Who Is a Candidate for FT3D Knee Resurfacing?

FT3D resurfacing is most appropriate for patients with:

  • Knee arthritis limited to one or two compartments (medial, lateral, or patellofemoral)
  • Significant knee pain that has not responded adequately to non-surgical treatment
  • Intact ligaments and reasonable bone quality
  • A desire to preserve as much of the natural knee as possible

It is also a strong option for younger and more active patients who may face the prospect of implant revision if total replacement is done too early in life.

Suitability is determined through a single consultation with Dr TS Gill, including an X-ray and clinical examination. If FT3D resurfacing is appropriate for your knee, you can typically proceed to scheduling surgery from that first visit.

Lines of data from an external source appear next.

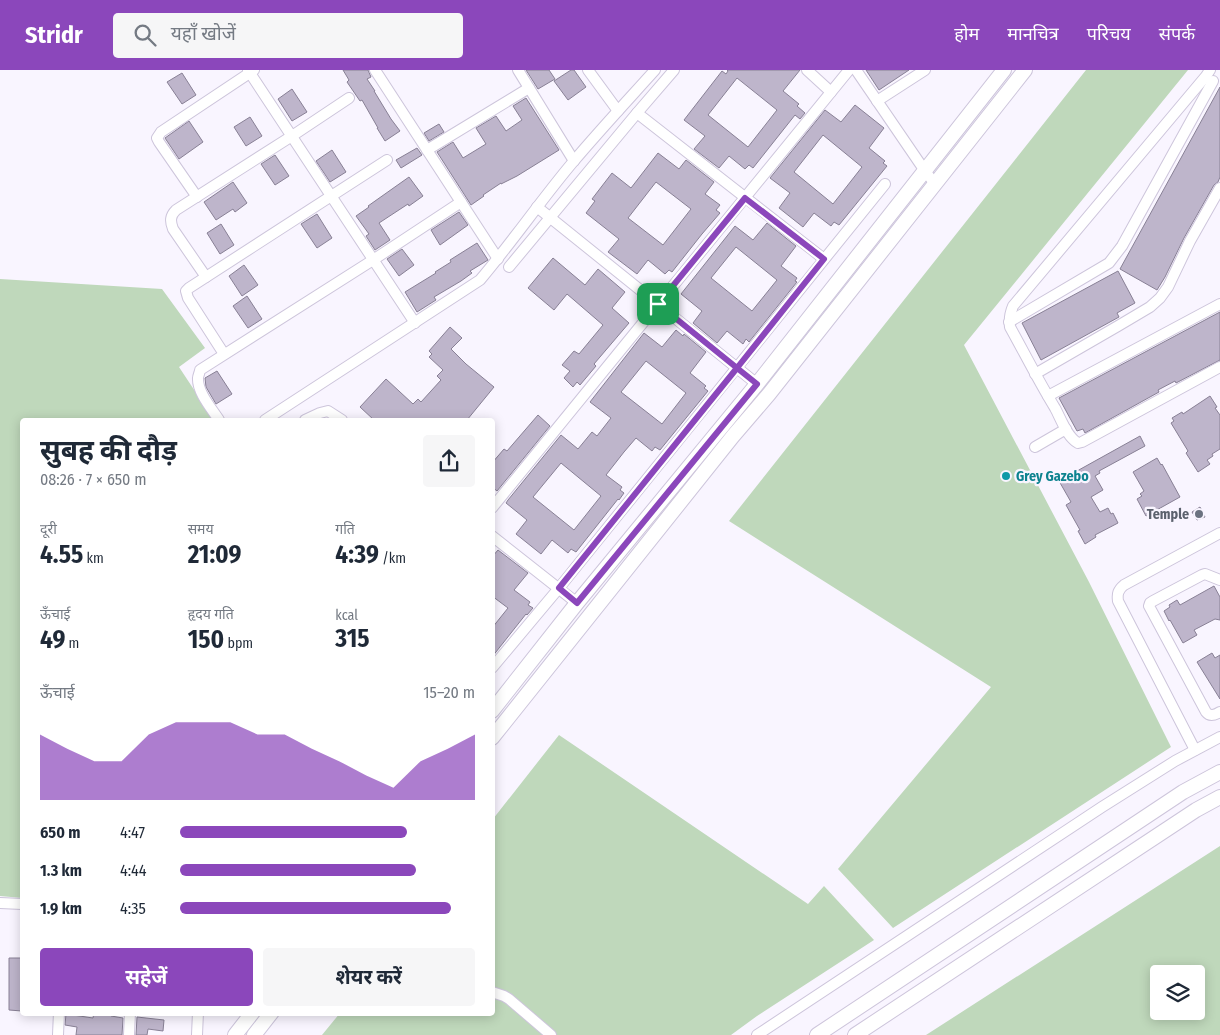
<!DOCTYPE html>
<html lang="hi">
<head>
<meta charset="utf-8">
<style>
  body { margin:0; font-family:"Fira Sans Condensed","Noto Sans Devanagari",sans-serif; background:#f6f6f7; color:#1f2937; height:100vh; display:flex; flex-direction:column; font-size:19px; white-space:nowrap }
  * { box-sizing:border-box; margin:0 }
  p { font-size:16px; color:#747a83 }
  .icon { flex:none; width:28px; height:28px; fill:none; stroke:currentColor; stroke-width:2; stroke-linecap:round; stroke-linejoin:round }
  .map { position:relative; flex:1; overflow:hidden }
  .sheet { position:absolute; left:20px; top:348px; width:475px; height:598px; display:flex; flex-direction:column; background:#fff; border-radius:5px; box-shadow:0 2px 12px #0003 }
  .sheet>* { flex:none }
  .controls { position:absolute; left:1150px; top:895px; display:grid; gap:10px }
  .controls a { display:grid; place-items:center; width:55px; height:55px; border-radius:5px; background:#fff; box-shadow:0 2px 12px #0003; font-size:25px }
  .pin { position:absolute; display:grid; place-items:center; width:42px; height:42px; color:#fff; margin:-21px; border-radius:10px; box-shadow:0 2px 8px #0006 }
  .round { display:grid; place-items:center; flex:none; width:52px; height:52px; border-radius:5px; background:#f6f6f7 }
  .headline { display:flex; align-items:center; justify-content:space-between; height:85px; padding:0 20px }
  h1 { font-size:28px; font-weight:700; line-height:38px }
  .figures { display:grid; grid-template-columns:repeat(3,1fr); gap:8px; height:85px; padding:5px 20px }
  .figures div { display:grid; align-content:center }
  .figures b { font-size:25px; font-weight:700 }
  .figures small { font-size:14px; font-weight:400 }
  .figures p { font-size:14px }
  .chart { height:140px; padding:10px 20px }
  .chart p { display:flex; justify-content:space-between }
  .chart svg { width:100%; height:90px; margin-top:5px; fill:#8b47bb; opacity:.7 }
  .cta { display:flex; gap:10px; margin-top:auto; padding:10px 20px }
  .cta a { flex:1; height:58px; border-radius:5px; background:#8b47bb; color:#fff; font-size:20px; font-weight:700; line-height:58px; text-align:center }
  .cta a+a { background:#f6f6f7; color:#1f2937 }
  ul { padding:0 20px; list-style:none; font-size:16px }
  li { display:grid; grid-template-columns:80px 60px 1fr; align-items:center; height:38px }
  li i { height:12px; border-radius:6px; background:#8b47bb }
  header { display:flex; align-items:center; gap:30px; box-sizing:border-box; height:70px; padding:0 25px; background:#8b47bb; color:#fff }
  header strong { font-size:24px }
  nav { display:flex; gap:28px; margin-inline-start:auto; font-size:18px }
  .search { width:350px; height:45px; background:#f6f6f7; display:flex; align-items:center; gap:12px; box-sizing:border-box; padding:0 18px; border-radius:5px; color:#747a83; font-size:19px }
  .map>svg:first-child { display:block }
</style>
</head>
<body>
<header>
<strong>Stridr</strong>
<div class="search"><svg class="icon" aria-label="search" viewBox="0 0 24 24"><circle cx="10" cy="10" r="6"/><path d="M15 15l6 6"/></svg>यहाँ खोजें</div>
<nav><a>होम</a><a>मानचित्र</a><a>परिचय</a><a>संपर्क</a></nav>
</header>
<div class="map">
<svg width="1220" height="965" viewBox="0 0 1220 965">
  <rect width="100%" height="100%" fill="#f9f5ff"/>
  <g fill="#bfd8bb" fill-rule="evenodd">
    <path d="M1086,0h102l-224,275 125,237 82,165 -278,181 -55,-59 153,-182 -262,-166z"/>
    <path d="M0,209l162,10 43,59 -26,19 35,53h-192v478l-22,-2z"/>
    <path d="M559,665l249,169 16,-18 50,54 -117,76 -26,19h-409l18,-22 152,-1 1,-193z"/>
    <path d="M1220,776v189h-294zM1159,904h37v37h-37z"/>
  </g>
  <g fill="#beb5cb" stroke="#888095" fill-rule="evenodd">
    <path d="M343,0h25l3,7 -4,2 8,12h-1l17,28 9,12 -15,10 -8,-13h1l-16,-28 -2,1 -13,-19 2,-2z"/>
    <path d="M526,0h23l6,9 -17,10z"/>
    <path d="M571,0h3l12,17 -18,13 -14,-19z"/>
    <path d="M727,0h73l-17,21 16,13 -2,2 8,7 -5,6 -5,-4 -42,53 -4,-3 -4,4 -16,-13 -10,12 -25,-19 11,-13 -21,-16 38,-49 4,3 2,-3zM737,8l40,32 -29,37 -40,-32z"/>
    <path d="M866,0h43l-30,20z"/>
    <path d="M182,3l14,22 -14,9 -15,-22z"/>
    <path d="M1220,17v90l-2,5 -4,3 -30,53 -19,39 -8,13 -37,-21z"/>
    <path d="M292,19l15,23 -15,9 -14,-22z"/>
    <path d="M526,28l33,52 -42,26 -16,8v-1l-18,12 1,1 -13,9 -34,-53 16,-10 10,16 23,-14 -10,-16 20,-12 10,15 16,-11 -9,-14z"/>
    <path d="M855,35l29,23 -15,20 16,13 -2,2 4,3 -48,59 -5,-3 -3,4 -17,-13 -11,14 -24,-19 11,-15 -20,-15 55,-68 16,12zM823,65l39,32 -29,37 -39,-32z"/>
    <path d="M250,47l12,19 -16,10 -12,-19z"/>
    <path d="M189,51l14,21 -24,17 -14,-21z"/>
    <path d="M439,54l5,8 -15,9 -5,-8z"/>
    <path d="M417,78l5,7 -21,13 -5,-8z"/>
    <path d="M332,80l14,22 -16,10 -14,-21z"/>
    <path d="M658,83l21,16 7,-9 28,22 -9,12 15,11 -4,5 4,3 -18,21 -30,38 -3,-2 -4,4 -17,-14 -11,14 -29,-22 11,-13 -33,-26 9,-12 -3,-2 20,-26 19,15zM656,112l35,27 -28,36 -35,-27z"/>
    <path d="M275,85l14,21 -14,9 -14,-21z"/>
    <path d="M409,107l14,19 -14,10 -1,-2 -29,19 11,17 -15,10 -9,-14 3,-2 -13,-18 13,-9 -1,-1z"/>
    <path d="M233,112l14,21 -12,9 -2,-3 -17,11 -12,-18z"/>
    <path d="M459,142l9,13 -28,20 -9,-15z"/>
    <path d="M317,144l15,24 -15,10 -16,-24z"/>
    <path d="M767,153l29,23 -15,20 16,12 -2,3 2,1 -48,60 -3,-3 -3,5 -16,-13 -10,12 -24,-20 9,-12 -21,-17 54,-68 18,14zM736,177l41,33 -25,31 -41,-33z"/>
    <path d="M221,154l13,21 -14,9 -13,-21z"/>
    <path d="M477,173l11,17 -18,11 2,2 -11,8 -27,16 2,3 -19,12 -12,-20 31,-19 -1,-1 16,-10 -1,-2z"/>
    <path d="M402,179l12,16 -15,11 -12,-17z"/>
    <path d="M553,188l32,27 13,-16 27,23 -13,16 17,15 -35,41 2,2 -16,19 -3,-3 -4,5 -9,-9 6,-7 -8,-6 12,-14 5,3 24,-29 -36,-31 -13,16 -26,-22z"/>
    <path d="M244,195l14,20 -16,11 -13,-20z"/>
    <path d="M1118,201l17,32 -18,10 2,4 -78,43 -19,-37z"/>
    <path d="M247,226l15,23 -14,9 -15,-22z"/>
    <path d="M1220,242v48l-44,23 -1,-2 -17,9 1,2 -74,41 -2,-4 -6,2 -18,-33z"/>
    <path d="M450,257l12,11 -11,11 15,15 28,23 -27,33h-93l-14,-13 26,-28 27,25 5,-5 3,3 20,-22 -4,-4 6,-6 -14,-13 3,-3 -3,-3z"/>
    <path d="M676,260l7,6 1,-2 22,18 -16,21 16,13 -2,2 4,3 -48,59 -5,-3 -3,4 -16,-13 -12,14 -18,23 16,12 -2,3 4,3 -5,7 -1,-1 -42,53 -5,-3 -3,4 -16,-13 -11,14 -25,-20 11,-14 -21,-17 2,-3 53,-65 17,14 14,-17 5,4 14,-18 -21,-16 54,-69 18,14zM646,291l40,32 -24,31 -41,-32zM561,393l40,33 -27,34 -41,-33z"/>
    <path d="M217,301l15,23 -16,10 -10,-17 -1,-9z"/>
    <path d="M1210,326l7,11 -2,1 5,7v34l-8,5 1,2 -6,4 3,4 -12,8 -12,-19 2,-2 -17,-28 3,-2 -2,-3 10,-6 1,2z"/>
    <path d="M538,345l12,11 -53,65 -5,-4v-24l12,-14 3,2z"/>
    <path d="M1140,366l5,10 -46,25 1,2 -5,3 8,14 -12,7 9,15 8,-4 3,6 2,-1 5,10 -23,12 1,2 -11,7 -7,-13 2,-1 -14,-25 5,-3 -12,-21z"/>
    <path d="M1157,388l4,7 1,-1 18,33 -34,19 -9,-17 5,-3 -2,-2 4,-3 -11,-19z"/>
    <path d="M1200,437l5,10 -8,3 -5,-8z"/>
    <path d="M498,480l30,23 -14,17 16,12 -2,3 5,3 -6,7 -1,-1 -34,43v-29l16,-20 -16,-12v-39z"/>
    <path d="M1214,516l6,11v23l-5,-1 -21,11 3,5 -14,8 -13,-23 -1,1 -5,-10 6,-4 -1,-2 8,-5 3,5z"/>
    <path d="M1212,583l3,5 5,-3v44l-23,-37z"/>
    <path d="M9,888h13v53l-13,-1z"/>
    <path d="M94,942h17v4l12,2 -1,17h-46l1,-8 -12,-2 1,-11 27,4z"/>
    <path d="M137,947l27,3 -1,11 -15,-2 -1,6h-11z"/>
  </g>
  <g fill="none" stroke-linecap="round" stroke-linejoin="round">
    <defs>
      <g id="street">
        <path d="M248,0l167,253"/>
        <path d="M375,0l123,189"/>
        <path d="M518,0l56,91"/>
        <path d="M588,0l30,41"/>
        <path d="M807,0l24,22"/>
        <path d="M856,0l69,101 10,13"/>
        <path d="M1210,0l-4,6 -193,230c-3,7 -4,13 -3,21 15,27 29,55 45,81 6,11 12,29 23,35l4,-1 138,-75"/>
        <path d="M877,31l48,-31"/>
        <path d="M637,43l187,146"/>
        <path d="M427,80l102,-62"/>
        <path d="M197,127l-38,-55 -2,-4 4,-6 93,-62"/>
        <path d="M537,137l220,177"/>
        <path d="M509,197l128,-154 37,-43"/>
        <path d="M206,207l-33,-48c-3,-8 -3,-13 3,-19l116,-74 57,-38"/>
        <path d="M1009,252l100,-59 13,-17 91,-165"/>
        <path d="M224,284l-36,-56 -2,-7 3,-3 198,-128"/>
        <path d="M1035,304l83,-48 32,-19 10,-9 8,-11 22,-46 30,-53"/>
        <path d="M1048,326l172,-92"/>
        <path d="M219,350c-7,-11 -22,-28 -21,-42 0,-2 2,-6 2,-8l173,-110 88,-58"/>
        <path d="M265,350l215,-140c33,-39 61,-80 93,-118 27,-32 55,-62 82,-92"/>
        <path d="M305,350l15,-7 8,-2 14,9"/>
        <path d="M1035,377l31,-18"/>
        <path d="M492,438l357,-438"/>
        <path d="M492,466l85,67"/>
        <path d="M1220,510l-15,-6 -3,1 -49,26 -3,2 -1,3 57,106c4,5 9,3 14,0"/>
        <path d="M492,598l67,-80 326,-404"/>
        <path d="M1195,680l-77,-149c-1,-7 0,-11 6,-16l96,-52"/>
        <path d="M0,833l22,1"/>
        <path d="M492,922l12,4 5,3 42,36"/>
        <path d="M58,965l1,-23"/>
        <path d="M129,965l1,-23"/>
        <path d="M197,965l1,-23"/>
        <path d="M757,965l345,-228 73,-46 45,-24"/>
      </g>
      <g id="secondary">
        <path d="M492,641l85,-108 180,-219 247,-314"/>
        <path d="M492,668l241,-302 36,-42 256,-324"/>
        <path d="M235,965l18,-23"/>
        <path d="M254,965l18,-23"/>
        <path d="M817,965l366,-243 37,-20"/>
        <path d="M855,965l341,-225 24,-13"/>
      </g>
    </defs>
    <use href="#street" stroke="#cdc5db" stroke-width="12"/>
    <use href="#secondary" stroke="#cdc5db" stroke-width="16"/>
    <use href="#street" stroke="#fff" stroke-width="10"/>
    <use href="#secondary" stroke="#fff" stroke-width="14"/>
  </g>
  <g fill="none" stroke-linecap="round" stroke-linejoin="round">
    <defs>
      <path id="route" d="M658,234l79,64 -178,220 18,15 180,-219 -20,-16 87,-109 -79,-61 -87,106"/>
    </defs>
    <use href="#route" stroke="#fff" stroke-width="10"/>
    <use href="#route" stroke="#8b47bb" stroke-width="6"/>
  </g>
  <circle fill="#0f9aa8" stroke="#f9f5ff" stroke-width="2" cx="1006" cy="406" r="5"/>
  <circle fill="#6b7280" stroke="#f9f5ff" stroke-width="2" cx="1199" cy="444" r="5"/>
  <g text-anchor="middle" stroke-width="4.5" stroke-linejoin="round" paint-order="stroke">
    <g font-size="14" font-weight="bold" fill="#0d838f" stroke="#f9f5ff" text-anchor="start">
      <text x="1016" y="411">Grey Gazebo</text>
    </g>
    <g font-size="14" font-weight="bold" fill="#5b616d" stroke="#f9f5ff" text-anchor="end">
      <text x="1189" y="449">Temple</text>
    </g>
  </g>
</svg>
<div class="controls">
<a><svg class="icon" aria-label="layers" viewBox="0 0 24 24"><path d="M12 4l9 5-9 5-9-5zM3 14l9 5 9-5"/></svg></a>
</div>
<div class="pin" style="left:658px;top:234px;background:#1e9e55"><svg class="icon" aria-label="arrive" viewBox="0 0 24 24"><path d="M6 21V4h12l-3 4 3 4H6"/></svg></div>
<section class="sheet">
<div class="headline"><div><h1>सुबह की दौड़</h1><p>08:26 · 7 × 650 m</p></div><a class="round"><svg class="icon" aria-label="share" viewBox="0 0 24 24"><path d="M12 15V3M7 8l5-5 5 5M5 13v7h14v-7"/></svg></a></div>
<div class="figures">
<div><p>दूरी</p><b>4.55<small> km</small></b></div>
<div><p>समय</p><b>21:09</b></div>
<div><p>गति</p><b>4:39<small> /km</small></b></div>
</div>
<div class="figures">
<div><p>ऊँचाई</p><b>49<small> m</small></b></div>
<div><p>हृदय गति</p><b>150<small> bpm</small></b></div>
<div><p>kcal</p><b>315</b></div>
</div>
<div class="chart"><p><span>ऊँचाई</span>15–20 m</p>
<svg viewBox="0 0 160 44" preserveAspectRatio="none"><path d="M0 44V12L10 19L20 25L30 25L40 12L50 6L60 6L70 6L80 12L90 12L100 19L110 25L120 32L130 38L140 25L150 19L160 12V44z"/></svg>
</div>
<ul>
<li><b>650 m</b>4:47<i style="width:77%"></i></li>
<li><b>1.3 km</b>4:44<i style="width:80%"></i></li>
<li><b>1.9 km</b>4:35<i style="width:92%"></i></li>
</ul>
<div class="cta"><a>सहेजें</a><a>शेयर करें</a></div>
</section>
</div>
</body>
</html>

Complete guide to RoboLens FT3D Knee Resurfacing
Book a Consultation with Dr TS Gill

Frequently Asked Questions

Why doesn’t FT3D need a CT scan?

FT3D uses intraoperative mapping — it builds its 3D model of the knee during surgery using a probe-based registration system. This real-time mapping is more accurate than a pre-operative CT scan because it captures the knee in its actual surgical state, not a pre-operative approximation.

Is a robotic knee procedure without CT safe?

Yes. The FT3D intraoperative mapping system achieves sub-millimetre accuracy and has been validated across clinical practice. The absence of CT is a feature, not a limitation — it eliminates radiation and produces more accurate data about the knee under surgical conditions.

What imaging is needed for FT3D?

A standard X-ray is sufficient for the pre-operative assessment. No CT scan is required at any stage. The detailed 3D map is created by the FT3D system itself during the operation.

How long does the intraoperative mapping take?

The probe-based registration process typically takes 5 to 8 minutes at the start of the surgical procedure. This is the only additional step compared to conventional knee surgery — and the accuracy it produces is significantly greater than relying on a pre-operative CT model.